White House to study open source software in critical infrastructure
LAS VEGAS — A year after asking the hacker community how they can better help protect the open source software that is the foundation of the digital economy, the White House is looking to better secure the ecosystem through a new office dedicated to studying such components in critical infrastructure.
The Office of the National Cyber Director released new details Friday on several projects aimed at securing open source software. The report comes a year after the office asked attendees at DEF CON in 2023 to contribute to a request for information around how to better focus on securing open source software.
The new office runs out of the Department of Homeland Security and will examine the prevalence of open source software present in critical infrastructure and how to secure it, said Nasreen Djouini, senior policy advisor at the Office of the National Cyber Director.
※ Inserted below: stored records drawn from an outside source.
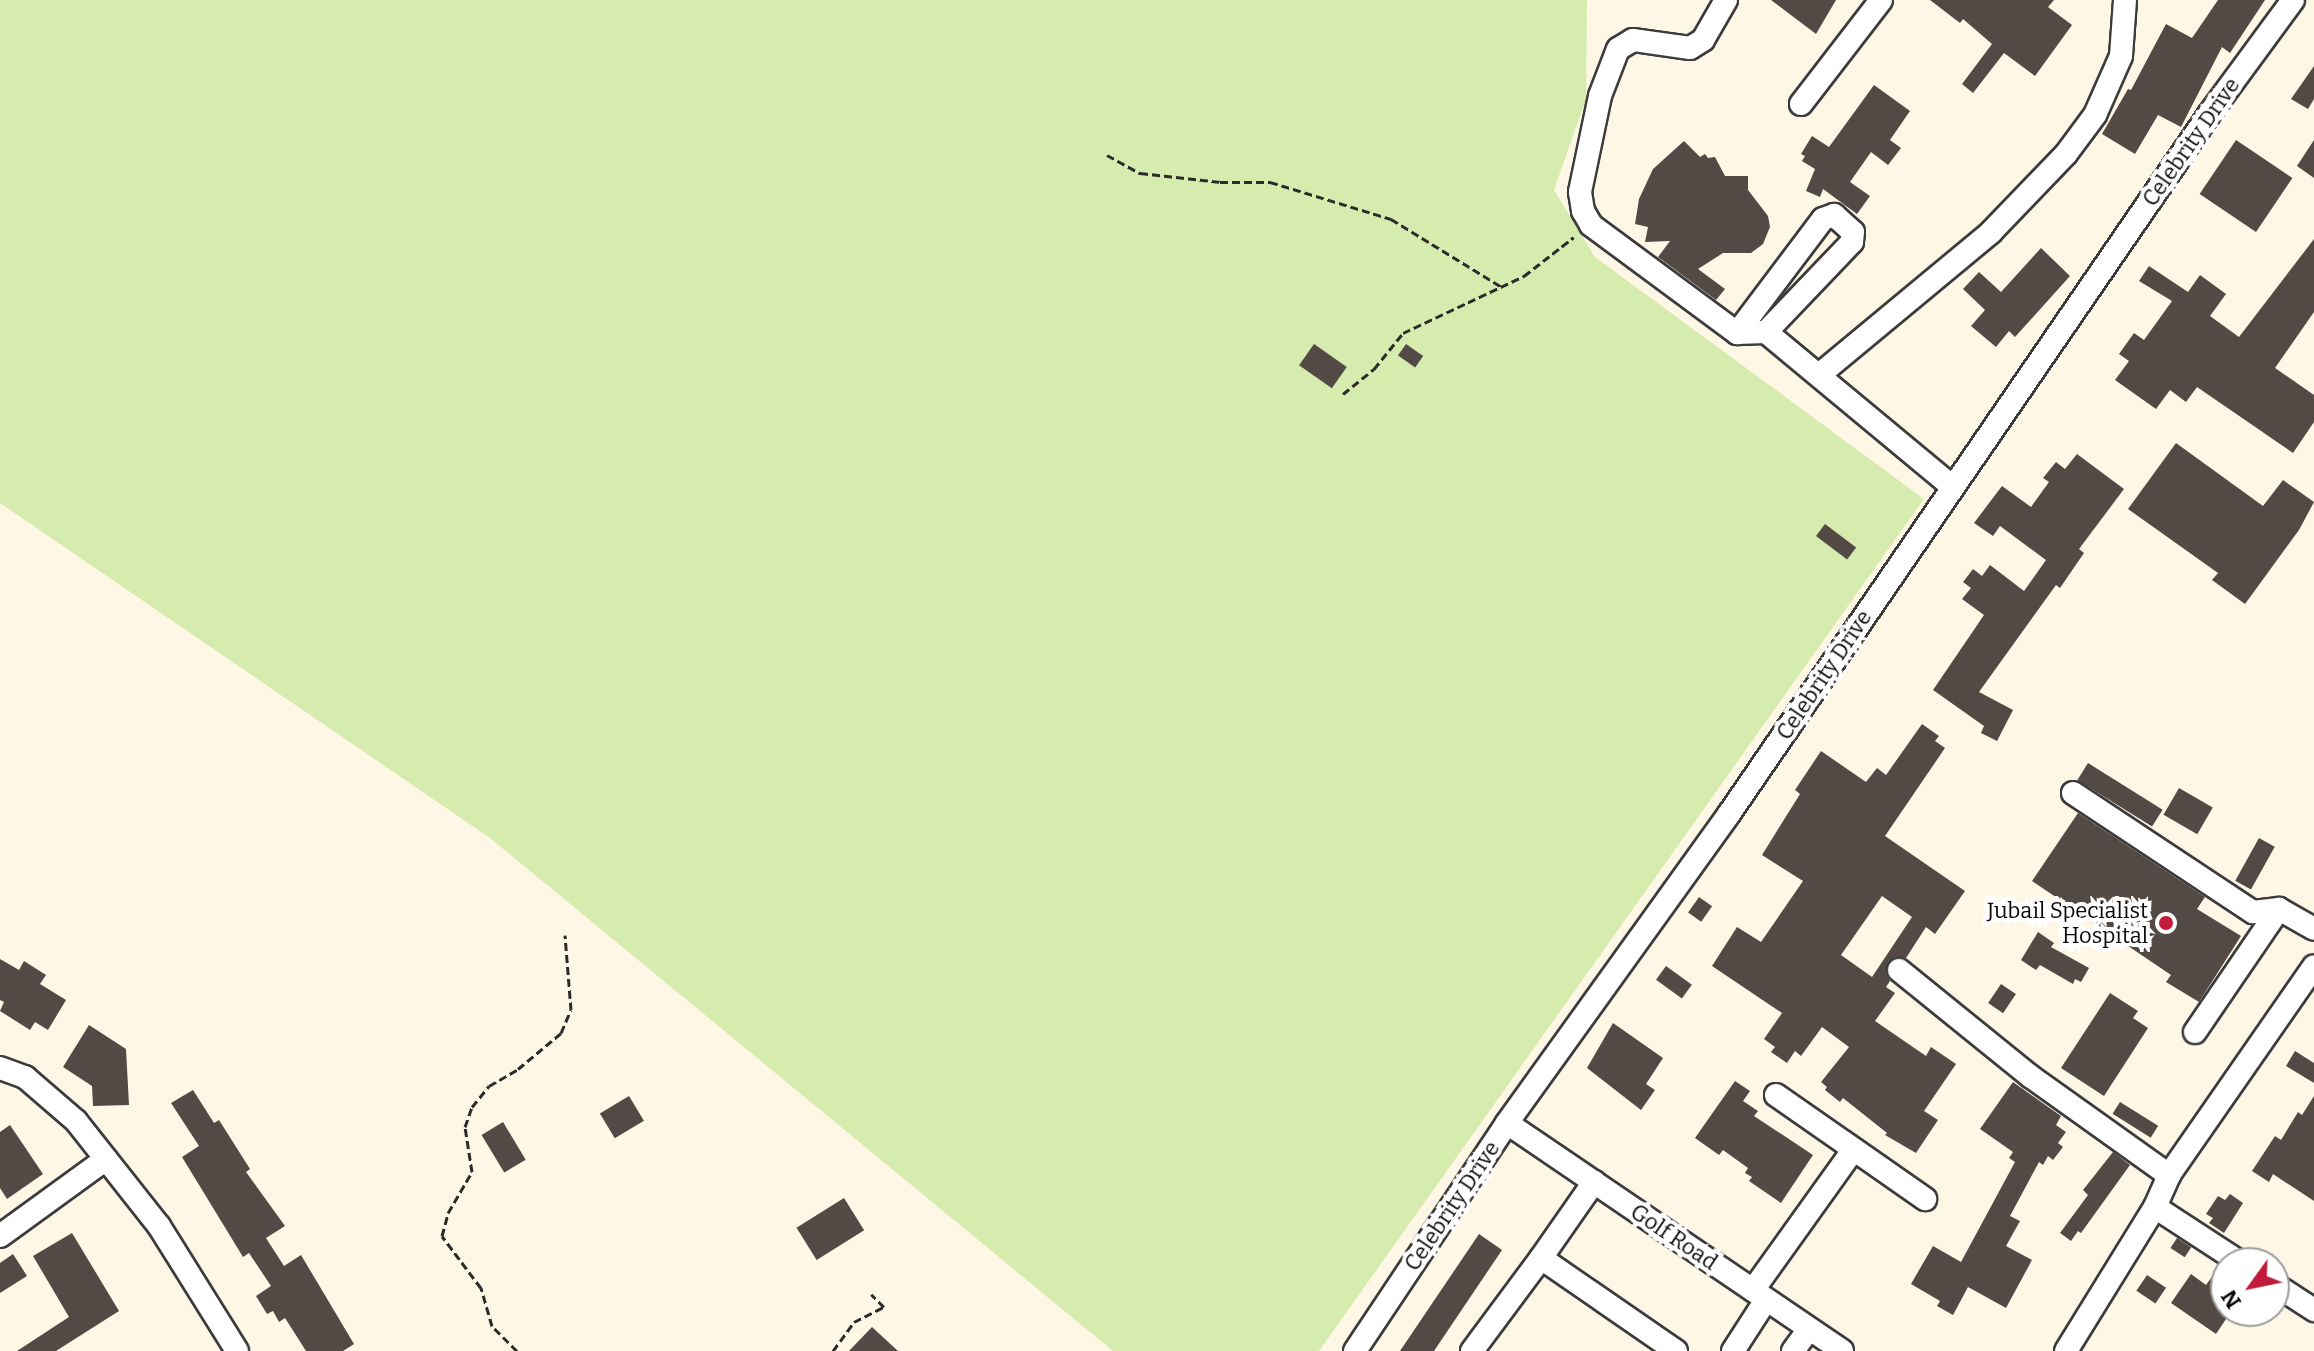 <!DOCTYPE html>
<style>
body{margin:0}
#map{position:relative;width:2314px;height:1351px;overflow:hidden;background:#fff7e6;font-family:Bitter,serif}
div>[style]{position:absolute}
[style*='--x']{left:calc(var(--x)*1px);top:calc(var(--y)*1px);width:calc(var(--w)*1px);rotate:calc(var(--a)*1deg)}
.green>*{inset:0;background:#d6ebae}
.building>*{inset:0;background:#534945;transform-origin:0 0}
.path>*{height:3px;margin-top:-1.5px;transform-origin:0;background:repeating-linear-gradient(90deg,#2b2b2b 0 8px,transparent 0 12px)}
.roads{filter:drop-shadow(2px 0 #3c3c3c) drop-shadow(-2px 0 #3c3c3c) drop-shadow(0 2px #3c3c3c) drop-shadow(0 -2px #3c3c3c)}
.minor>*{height:22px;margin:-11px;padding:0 11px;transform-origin:11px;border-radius:11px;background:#fff}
.dots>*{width:22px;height:22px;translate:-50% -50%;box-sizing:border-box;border:4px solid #fff;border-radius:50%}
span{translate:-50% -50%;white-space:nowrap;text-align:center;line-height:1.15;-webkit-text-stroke:8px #fff;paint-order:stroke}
.street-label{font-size:22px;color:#090909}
.poi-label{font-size:22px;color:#090909}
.right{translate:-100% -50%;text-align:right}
.north{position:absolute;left:2210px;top:1247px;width:80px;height:80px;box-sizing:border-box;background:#fff;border:2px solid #9d9d9d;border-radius:50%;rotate:237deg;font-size:22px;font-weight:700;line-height:32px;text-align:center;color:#090909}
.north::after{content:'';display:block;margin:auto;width:28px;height:36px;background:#c01b39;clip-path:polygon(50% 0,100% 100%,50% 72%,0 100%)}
</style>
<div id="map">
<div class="green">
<div style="clip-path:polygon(0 0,1587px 0,1586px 99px,1554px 190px,1595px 257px,1924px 499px,1319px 1351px,1113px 1351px,490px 838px,0 503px)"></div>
</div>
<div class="building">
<div style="clip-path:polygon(1771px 0,1836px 0,1816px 34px)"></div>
<div style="clip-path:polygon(1930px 0,2054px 0,2048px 7px,2072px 25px,2035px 76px,2004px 53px,1973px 93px,1962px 84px,1992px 44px,1963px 19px,1960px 23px)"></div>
<div style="clip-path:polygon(2218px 0,2265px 0,2230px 53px,2222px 47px,2181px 127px,2158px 115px,2135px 154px,2102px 134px,2128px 89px,2131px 90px,2166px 24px,2192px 38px)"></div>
<div style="clip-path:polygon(2314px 66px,2314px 99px,2308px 109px,2291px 99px)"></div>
<div style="clip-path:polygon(1874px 85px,1910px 111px,1890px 140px,1901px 148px,1888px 165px,1871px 152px,1850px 182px,1870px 196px,1857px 214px,1823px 189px,1820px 197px,1806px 191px,1815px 169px,1802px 161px,1805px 156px,1801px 154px,1812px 136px,1829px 147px)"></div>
<div style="left:2236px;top:140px;width:68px;height:65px;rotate:34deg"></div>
<div style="clip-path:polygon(2314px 140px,2314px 178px,2297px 166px)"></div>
<div style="clip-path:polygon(1684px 141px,1700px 157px,1705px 154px,1708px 158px,1715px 157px,1725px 176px,1748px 176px,1748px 190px,1768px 216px,1770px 227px,1763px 244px,1751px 253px,1723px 253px,1698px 269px,1725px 289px,1716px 300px,1658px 257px,1670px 241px,1645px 242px,1648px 227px,1635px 224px,1639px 199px,1653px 169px)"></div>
<div style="clip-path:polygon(2314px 239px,2314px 312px,2275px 368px,2314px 395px,2314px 422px,2293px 453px,2197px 387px,2186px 402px,2170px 390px,2156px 409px,2115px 380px,2129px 361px,2119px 354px,2134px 333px,2144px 340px,2172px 301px,2139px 281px,2149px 266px,2188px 292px,2200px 275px,2226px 294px,2210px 316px,2239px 337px)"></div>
<div style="clip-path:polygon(2041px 248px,2070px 276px,2015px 337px,2009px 331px,1996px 347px,1971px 326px,1985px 310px,1963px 289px,1979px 272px,2001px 292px)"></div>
<div style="left:1314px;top:344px;width:40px;height:26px;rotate:35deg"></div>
<div style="left:1406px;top:344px;width:21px;height:14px;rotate:35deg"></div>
<div style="clip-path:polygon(2176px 443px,2263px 506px,2283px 480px,2314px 502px,2299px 530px,2245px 604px,2212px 580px,2218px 573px,2128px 509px)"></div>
<div style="clip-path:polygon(2077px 454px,2124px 489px,2079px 549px,2084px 553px,2060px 588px,2056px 585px,1979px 692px,2013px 710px,1997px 741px,1981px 733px,1984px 726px,1933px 690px,1984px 615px,1962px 599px,1971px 588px,1963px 582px,1973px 569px,1982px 576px,1990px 565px,2024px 591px,2046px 560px,2000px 526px,1993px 536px,1974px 523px,2002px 486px,2031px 507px,2049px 482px,2043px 478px,2056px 462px,2065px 469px)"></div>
<div style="left:1825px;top:524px;width:39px;height:15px;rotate:37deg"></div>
<div style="clip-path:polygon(evenodd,1922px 724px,1939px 736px,1935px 741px,1945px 748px,1885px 836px,1965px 891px,1935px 934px,1926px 927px,1906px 958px,1895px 957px,1888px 962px,1886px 974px,1890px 981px,1886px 987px,1895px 993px,1875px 1021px,1926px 1056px,1931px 1047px,1956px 1064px,1924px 1111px,1938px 1120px,1916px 1153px,1885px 1135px,1887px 1133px,1843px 1098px,1840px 1102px,1825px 1090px,1827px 1087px,1821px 1082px,1849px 1047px,1822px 1027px,1801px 1056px,1795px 1051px,1787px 1063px,1771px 1052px,1775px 1047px,1764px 1039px,1782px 1013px,1712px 966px,1737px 927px,1761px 942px,1803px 881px,1762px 855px,1800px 794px,1795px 790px,1821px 751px,1866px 782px,1877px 768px,1886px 775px,1922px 724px,1882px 896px,1912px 917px,1872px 977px,1841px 955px,1882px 896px)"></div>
<div style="left:2088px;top:763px;width:88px;height:20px;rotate:32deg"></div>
<div style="left:2179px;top:788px;width:39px;height:31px;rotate:30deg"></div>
<div style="clip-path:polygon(2078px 813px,2205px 897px,2197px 909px,2241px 936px,2199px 1002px,2166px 982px,2171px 975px,2032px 881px)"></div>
<div style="left:2259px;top:838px;width:18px;height:49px;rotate:29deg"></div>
<div style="left:1699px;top:897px;width:16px;height:19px;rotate:35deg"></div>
<div style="clip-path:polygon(2038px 932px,2054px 943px,2051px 947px,2089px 968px,2081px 982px,2075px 979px,2073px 984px,2040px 965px,2036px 970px,2021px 960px)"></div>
<div style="clip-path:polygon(0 959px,19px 970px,24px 961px,46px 975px,40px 984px,66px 1000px,48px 1030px,35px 1022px,30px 1030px,0 1011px,4px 1002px,0 1000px)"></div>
<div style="left:1666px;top:966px;width:32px;height:17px;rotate:36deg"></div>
<div style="left:2001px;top:984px;width:18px;height:23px;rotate:34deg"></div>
<div style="clip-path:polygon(2110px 993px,2138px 1011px,2133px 1018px,2148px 1028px,2104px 1096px,2061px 1068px)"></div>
<div style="clip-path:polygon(1613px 1023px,1663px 1058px,1646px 1084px,1655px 1090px,1641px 1110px,1587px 1068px)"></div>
<div style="clip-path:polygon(89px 1025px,126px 1049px,129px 1105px,93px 1106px,92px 1086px,63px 1067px)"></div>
<div style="clip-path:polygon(2295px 1051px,2314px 1063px,2314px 1083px,2286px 1066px)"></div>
<div style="clip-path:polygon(1735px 1081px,1750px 1091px,1743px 1101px,1758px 1111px,1754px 1116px,1813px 1155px,1781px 1203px,1749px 1181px,1752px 1177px,1745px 1173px,1748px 1168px,1723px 1150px,1719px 1155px,1695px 1138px)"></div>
<div style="clip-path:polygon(2013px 1082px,2061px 1116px,2056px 1125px,2066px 1132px,2058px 1143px,2063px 1147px,2053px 1160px,2048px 1156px,2043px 1165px,2039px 1162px,2010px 1216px,2020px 1221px,2006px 1246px,2032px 1260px,2006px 1308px,1968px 1287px,1953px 1315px,1937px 1306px,1940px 1301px,1911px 1284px,1933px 1246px,1961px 1262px,2015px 1162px,2009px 1158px,2013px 1152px,1980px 1129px)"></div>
<div style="clip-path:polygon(193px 1090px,214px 1123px,219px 1120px,250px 1169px,246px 1172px,285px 1226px,266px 1238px,284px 1266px,301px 1255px,354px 1344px,343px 1351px,306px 1351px,285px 1318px,279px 1322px,273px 1311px,267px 1314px,256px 1296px,271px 1286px,249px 1253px,243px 1257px,182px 1157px,199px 1146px,171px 1103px)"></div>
<div style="left:629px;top:1096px;width:29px;height:34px;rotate:59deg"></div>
<div style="clip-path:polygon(2314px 1096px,2314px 1201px,2273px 1174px,2269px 1182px,2252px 1171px,2275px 1136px,2281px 1140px,2298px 1112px,2302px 1115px)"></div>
<div style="left:2120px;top:1102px;width:45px;height:14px;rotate:32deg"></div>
<div style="left:503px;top:1122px;width:44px;height:25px;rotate:59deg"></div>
<div style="clip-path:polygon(10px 1125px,43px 1174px,7px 1199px,0 1188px,0 1132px)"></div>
<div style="clip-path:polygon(2113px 1152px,2130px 1165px,2081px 1233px,2078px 1231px,2071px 1241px,2060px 1233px,2088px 1195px,2083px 1190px)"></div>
<div style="clip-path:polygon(2230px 1194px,2243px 1203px,2224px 1233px,2209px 1223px,2213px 1218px,2206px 1214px,2218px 1196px,2225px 1200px)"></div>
<div style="left:844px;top:1198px;width:38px;height:56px;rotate:58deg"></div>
<div style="clip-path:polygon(72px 1233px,119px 1311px,56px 1351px,17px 1351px,69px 1317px,33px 1256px)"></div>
<div style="clip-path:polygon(1479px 1234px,1502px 1250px,1434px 1351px,1400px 1351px)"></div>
<div style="left:2177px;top:1238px;width:17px;height:12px;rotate:33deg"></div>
<div style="clip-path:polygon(13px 1254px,27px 1276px,0 1293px,0 1263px)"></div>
<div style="clip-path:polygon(2216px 1271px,2226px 1278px,2226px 1319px,2216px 1334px,2171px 1303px,2191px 1274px,2206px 1285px)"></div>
<div style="left:2147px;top:1275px;width:23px;height:19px;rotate:34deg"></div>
<div style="clip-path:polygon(872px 1327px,898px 1351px,849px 1351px)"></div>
</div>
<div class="path">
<div style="--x:1107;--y:155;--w:38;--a:29"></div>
<div style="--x:1140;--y:173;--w:81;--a:6.4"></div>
<div style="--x:1220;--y:182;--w:50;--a:0"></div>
<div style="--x:1270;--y:182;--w:127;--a:17"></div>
<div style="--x:1391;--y:219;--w:130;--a:31.5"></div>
<div style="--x:1343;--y:394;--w:40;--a:-39"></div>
<div style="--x:1374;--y:369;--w:46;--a:-51.1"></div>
<div style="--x:1403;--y:333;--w:134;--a:-25.2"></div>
<div style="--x:1524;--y:276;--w:63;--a:-38"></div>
<div style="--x:517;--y:1351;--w:35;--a:-135"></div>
<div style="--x:492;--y:1326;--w:40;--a:-106"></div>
<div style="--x:481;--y:1288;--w:65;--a:-126.9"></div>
<div style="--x:442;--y:1236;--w:24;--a:-75"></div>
<div style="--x:448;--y:1213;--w:48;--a:-59.7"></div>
<div style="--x:472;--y:1172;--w:46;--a:-98.8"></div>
<div style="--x:465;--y:1127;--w:21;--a:-71"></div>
<div style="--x:472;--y:1107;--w:27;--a:-51"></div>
<div style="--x:489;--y:1086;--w:34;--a:-30"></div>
<div style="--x:518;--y:1069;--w:56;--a:-39.9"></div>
<div style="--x:561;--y:1033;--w:25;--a:-67"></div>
<div style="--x:571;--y:1010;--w:75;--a:-94.6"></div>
<div style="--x:833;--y:1351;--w:36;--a:-54"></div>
<div style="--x:854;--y:1322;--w:34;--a:-27"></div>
<div style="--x:884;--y:1307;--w:18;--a:-135"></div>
</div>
<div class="roads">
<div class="minor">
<div style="--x:1726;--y:0;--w:46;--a:119.9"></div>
<div style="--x:1703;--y:40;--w:15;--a:148"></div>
<div style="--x:1690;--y:48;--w:58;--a:-172"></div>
<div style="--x:1633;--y:40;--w:17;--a:149"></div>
<div style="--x:1618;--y:49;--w:50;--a:111"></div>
<div style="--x:1600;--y:96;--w:98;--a:101.8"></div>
<div style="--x:1580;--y:192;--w:19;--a:81"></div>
<div style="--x:1583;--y:211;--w:16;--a:60"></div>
<div style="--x:1591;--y:225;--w:182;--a:36.5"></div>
<div style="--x:1737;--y:333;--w:29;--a:-2"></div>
<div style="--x:1766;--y:332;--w:243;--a:39.7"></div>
<div style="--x:1801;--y:104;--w:131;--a:-52.4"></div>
<div style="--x:1737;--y:333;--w:143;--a:-53"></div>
<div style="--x:1823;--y:219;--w:12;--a:-20"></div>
<div style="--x:1834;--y:215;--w:25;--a:42"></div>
<div style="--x:1853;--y:232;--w:10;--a:96"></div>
<div style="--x:1852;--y:242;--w:124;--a:133.7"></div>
<div style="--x:1819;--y:375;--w:224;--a:-39.7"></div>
<div style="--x:1991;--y:232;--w:108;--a:-46.1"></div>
<div style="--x:2066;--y:154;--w:49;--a:-53.4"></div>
<div style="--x:2095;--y:115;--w:64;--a:-66.2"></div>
<div style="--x:2121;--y:56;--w:56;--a:-85.9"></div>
<div style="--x:2073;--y:793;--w:216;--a:33.5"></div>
<div style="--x:2253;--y:912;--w:26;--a:-7"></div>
<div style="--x:2279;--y:909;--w:40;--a:29.7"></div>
<div style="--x:1899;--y:970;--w:169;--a:39"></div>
<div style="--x:2030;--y:1076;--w:171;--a:35.5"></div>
<div style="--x:2195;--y:1032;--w:149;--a:-55.7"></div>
<div style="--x:0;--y:1068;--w:27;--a:20"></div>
<div style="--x:25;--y:1077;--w:67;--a:40.8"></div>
<div style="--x:76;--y:1121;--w:134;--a:51.7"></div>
<div style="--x:159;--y:1226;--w:147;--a:58"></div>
<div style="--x:1776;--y:1095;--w:182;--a:34.9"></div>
<div style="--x:1507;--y:1123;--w:405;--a:34.2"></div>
<div style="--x:2155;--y:1207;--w:103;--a:33.1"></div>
<div style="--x:0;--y:1236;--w:131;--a:-36"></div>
<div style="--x:1541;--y:1258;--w:93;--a:-55.1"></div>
<div style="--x:2274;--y:1284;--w:48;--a:33"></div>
<div style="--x:1753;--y:1290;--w:173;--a:-54.4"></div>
<div style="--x:1355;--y:1351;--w:274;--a:-56.3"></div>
<div style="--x:1507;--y:1123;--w:380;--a:-54.3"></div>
<div style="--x:1729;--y:814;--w:850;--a:-55.54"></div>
<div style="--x:2210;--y:113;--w:140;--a:-53.7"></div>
<div style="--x:1472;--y:1351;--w:116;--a:-53.4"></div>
<div style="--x:1541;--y:1258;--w:164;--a:34.6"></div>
<div style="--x:1733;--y:1351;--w:61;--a:-57.1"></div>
<div style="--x:1793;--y:1351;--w:27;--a:-54"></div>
<div style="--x:2066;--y:1351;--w:169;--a:-58.3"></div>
<div style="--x:2155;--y:1207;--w:35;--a:-66"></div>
<div style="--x:2169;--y:1175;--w:254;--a:-55.2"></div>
</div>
</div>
<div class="dots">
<div style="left:2166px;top:923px;background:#c01b39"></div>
</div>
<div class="street-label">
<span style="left:2191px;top:142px;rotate:-55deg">Celebrity Drive</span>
<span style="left:1824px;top:675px;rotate:-56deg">Celebrity Drive</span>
<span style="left:1452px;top:1206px;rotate:-56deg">Celebrity Drive</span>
<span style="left:1674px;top:1237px;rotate:34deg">Golf Road</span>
</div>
<div class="poi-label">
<span class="right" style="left:2148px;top:923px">Jubail Specialist<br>Hospital</span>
</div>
<div class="north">N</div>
</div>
The program will have the support of the Department of Energy’s national labs, including at Los Alamos and Lawrence Livermore.
Cyberattacks on open source software by both criminal hackers and nation-backed threats are an increasing concern, as the transparent development process has become a target for malicious activity. What’s more, open source software is largely voluntary, so resources for digital security can be minimal and dependent on the individual contributor or project.
Friday’s report also included a summation of comments submitted to ONCD about how to best secure open source software.
The comments included requests for better resource assistance to developers and maintainers of the software supply chain. Other comments advocated for switching to memory-safe languages like Rust. That’s a transition the Defense Advanced Research Projects Agency is trying to do autonomously.
The Biden administration has made securing open-source software a priority after the Log4J vulnerability exposed the security risks of the open-source ecosystem in 2021.
Experts note that years later vulnerable versions of the Log4J software version are still commonly found in the wild.